Italy / Tuscany

Siena

Synagogue of Siena © Wikimedia Commons (Sailko)

Siena’s ghetto was created at the same time as that of Florence in 1571. The large Jewish presence in the city is verified by documents from the beginning of the thirteenth century that mention a universita iudarum. The Jewish quarter is in the heart of the city, near the Piazza Campo and between the present-day Via San Martino and Via di Salicotto. The narrow little streets and tall houses were partly destroyed during the urban renewal projects of 1935, but certain of them have kept their original appearance, as with the buildings in Via delle Scotte near the synagogue and the names of streets like the Vicolo della Fortuna and the Vicolo della Manna.

The lovely neoclassical  synagogue was built in 1756 according to the design of the Florentine architect Giuseppe Del Rosso. The construction lasted thirty years. At the center of the large, high ceilinged hall is an elegant sculpted wood bimah decorated with nine-armed candelabras. The windows are surrounded by moldings in the shape of ionic columns, and among the Baroque stuccowork, the walls feature fourteen verses from the Bible. The beautiful eighteenth-century aron is surrounded by marble Corinthian columns.

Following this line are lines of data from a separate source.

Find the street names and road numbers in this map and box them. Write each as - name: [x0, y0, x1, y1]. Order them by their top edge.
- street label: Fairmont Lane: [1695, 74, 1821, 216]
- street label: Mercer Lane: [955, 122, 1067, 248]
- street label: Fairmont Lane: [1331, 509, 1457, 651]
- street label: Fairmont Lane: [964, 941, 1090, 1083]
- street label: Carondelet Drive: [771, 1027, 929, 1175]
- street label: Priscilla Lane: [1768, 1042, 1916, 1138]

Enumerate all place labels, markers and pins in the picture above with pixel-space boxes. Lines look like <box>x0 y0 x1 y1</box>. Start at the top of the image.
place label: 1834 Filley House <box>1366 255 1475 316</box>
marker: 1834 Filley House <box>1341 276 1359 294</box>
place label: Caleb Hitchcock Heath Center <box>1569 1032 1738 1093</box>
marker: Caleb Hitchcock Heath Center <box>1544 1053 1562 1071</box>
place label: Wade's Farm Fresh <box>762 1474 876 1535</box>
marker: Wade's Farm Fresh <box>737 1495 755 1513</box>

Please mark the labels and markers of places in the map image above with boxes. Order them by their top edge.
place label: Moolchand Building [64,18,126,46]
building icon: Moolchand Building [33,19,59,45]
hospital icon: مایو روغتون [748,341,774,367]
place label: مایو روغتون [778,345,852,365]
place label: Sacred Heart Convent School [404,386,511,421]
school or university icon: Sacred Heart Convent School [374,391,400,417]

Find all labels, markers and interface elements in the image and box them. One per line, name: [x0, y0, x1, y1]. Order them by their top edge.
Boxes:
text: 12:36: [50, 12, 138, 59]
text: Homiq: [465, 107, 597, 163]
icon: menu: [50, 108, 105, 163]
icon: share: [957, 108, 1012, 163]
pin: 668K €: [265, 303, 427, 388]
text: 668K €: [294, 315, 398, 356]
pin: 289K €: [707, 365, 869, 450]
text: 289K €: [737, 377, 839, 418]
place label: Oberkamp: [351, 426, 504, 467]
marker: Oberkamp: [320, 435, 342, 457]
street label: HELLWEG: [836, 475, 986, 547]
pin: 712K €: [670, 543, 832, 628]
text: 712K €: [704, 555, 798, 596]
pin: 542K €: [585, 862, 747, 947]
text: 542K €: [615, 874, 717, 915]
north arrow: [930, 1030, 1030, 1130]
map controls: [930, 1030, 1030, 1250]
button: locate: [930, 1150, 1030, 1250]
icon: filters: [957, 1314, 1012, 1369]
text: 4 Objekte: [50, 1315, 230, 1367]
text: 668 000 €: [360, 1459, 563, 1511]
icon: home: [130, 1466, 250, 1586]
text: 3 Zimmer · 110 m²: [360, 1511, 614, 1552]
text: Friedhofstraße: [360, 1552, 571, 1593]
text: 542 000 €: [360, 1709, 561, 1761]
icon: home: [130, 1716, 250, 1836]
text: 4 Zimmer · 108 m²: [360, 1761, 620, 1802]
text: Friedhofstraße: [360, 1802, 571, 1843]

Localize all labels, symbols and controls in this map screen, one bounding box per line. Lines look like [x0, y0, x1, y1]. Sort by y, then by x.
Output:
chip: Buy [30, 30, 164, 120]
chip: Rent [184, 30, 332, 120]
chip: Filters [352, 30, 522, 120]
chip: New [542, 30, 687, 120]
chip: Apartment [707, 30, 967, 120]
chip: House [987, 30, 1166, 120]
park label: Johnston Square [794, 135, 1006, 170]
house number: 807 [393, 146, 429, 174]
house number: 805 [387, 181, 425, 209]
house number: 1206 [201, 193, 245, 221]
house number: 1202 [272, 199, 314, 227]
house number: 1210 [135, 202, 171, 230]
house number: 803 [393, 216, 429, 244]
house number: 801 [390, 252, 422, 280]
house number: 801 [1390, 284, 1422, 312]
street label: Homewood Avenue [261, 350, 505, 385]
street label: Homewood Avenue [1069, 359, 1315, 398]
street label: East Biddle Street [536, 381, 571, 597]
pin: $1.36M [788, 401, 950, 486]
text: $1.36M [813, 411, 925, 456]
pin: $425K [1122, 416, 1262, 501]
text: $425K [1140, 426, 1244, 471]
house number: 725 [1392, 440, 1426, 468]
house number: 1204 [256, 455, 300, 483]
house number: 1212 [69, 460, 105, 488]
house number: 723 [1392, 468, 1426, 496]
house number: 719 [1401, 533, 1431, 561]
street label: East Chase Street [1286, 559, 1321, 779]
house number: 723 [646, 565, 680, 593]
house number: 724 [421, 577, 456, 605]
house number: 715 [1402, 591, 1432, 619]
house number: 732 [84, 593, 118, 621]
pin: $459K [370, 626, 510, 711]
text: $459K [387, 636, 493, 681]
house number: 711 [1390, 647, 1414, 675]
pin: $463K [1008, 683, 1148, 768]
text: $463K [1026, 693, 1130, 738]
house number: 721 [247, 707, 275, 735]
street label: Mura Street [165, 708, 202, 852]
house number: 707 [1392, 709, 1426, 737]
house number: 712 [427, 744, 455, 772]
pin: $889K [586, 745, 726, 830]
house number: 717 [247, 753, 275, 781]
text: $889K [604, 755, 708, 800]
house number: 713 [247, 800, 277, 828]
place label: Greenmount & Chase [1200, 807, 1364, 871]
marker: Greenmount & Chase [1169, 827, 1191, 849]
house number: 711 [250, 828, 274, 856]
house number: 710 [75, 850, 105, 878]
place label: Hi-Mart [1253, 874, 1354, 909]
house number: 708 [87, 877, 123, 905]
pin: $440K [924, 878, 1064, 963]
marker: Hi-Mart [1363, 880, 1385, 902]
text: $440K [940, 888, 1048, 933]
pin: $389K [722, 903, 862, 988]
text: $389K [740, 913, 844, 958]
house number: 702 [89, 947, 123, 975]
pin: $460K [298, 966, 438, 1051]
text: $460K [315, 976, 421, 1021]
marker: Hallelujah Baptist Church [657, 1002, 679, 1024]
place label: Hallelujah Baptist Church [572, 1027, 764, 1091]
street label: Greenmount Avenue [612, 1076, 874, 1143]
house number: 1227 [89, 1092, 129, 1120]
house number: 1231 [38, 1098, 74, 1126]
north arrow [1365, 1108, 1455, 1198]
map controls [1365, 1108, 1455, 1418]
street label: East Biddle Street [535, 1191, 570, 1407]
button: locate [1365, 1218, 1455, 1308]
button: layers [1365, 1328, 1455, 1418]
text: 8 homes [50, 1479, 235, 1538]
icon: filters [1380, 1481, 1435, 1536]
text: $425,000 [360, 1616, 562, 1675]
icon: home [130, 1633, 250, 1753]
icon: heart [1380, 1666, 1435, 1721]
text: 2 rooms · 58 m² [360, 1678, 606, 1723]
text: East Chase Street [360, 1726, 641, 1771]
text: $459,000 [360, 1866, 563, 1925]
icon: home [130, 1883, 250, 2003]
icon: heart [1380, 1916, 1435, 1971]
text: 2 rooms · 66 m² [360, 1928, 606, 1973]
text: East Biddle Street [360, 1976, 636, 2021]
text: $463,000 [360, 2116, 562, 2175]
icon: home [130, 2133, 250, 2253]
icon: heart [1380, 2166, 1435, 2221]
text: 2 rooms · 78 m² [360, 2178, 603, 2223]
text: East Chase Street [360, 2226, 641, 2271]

Facing the synagogue, in Via degli Archi, stands the old fountain of the ghetto, which once boasted a statue of Moses. The statue was removed in the twentieth century dur to pressure from indignant Orthodox Jews, who saw the statue as a transgression of the law forbidding representation of the human figure. It is now located in the  local museum.

At the gates of the city on Via Certosa, one can see the old Jewish cemetery, whose oldest graves date to the sixteenth century.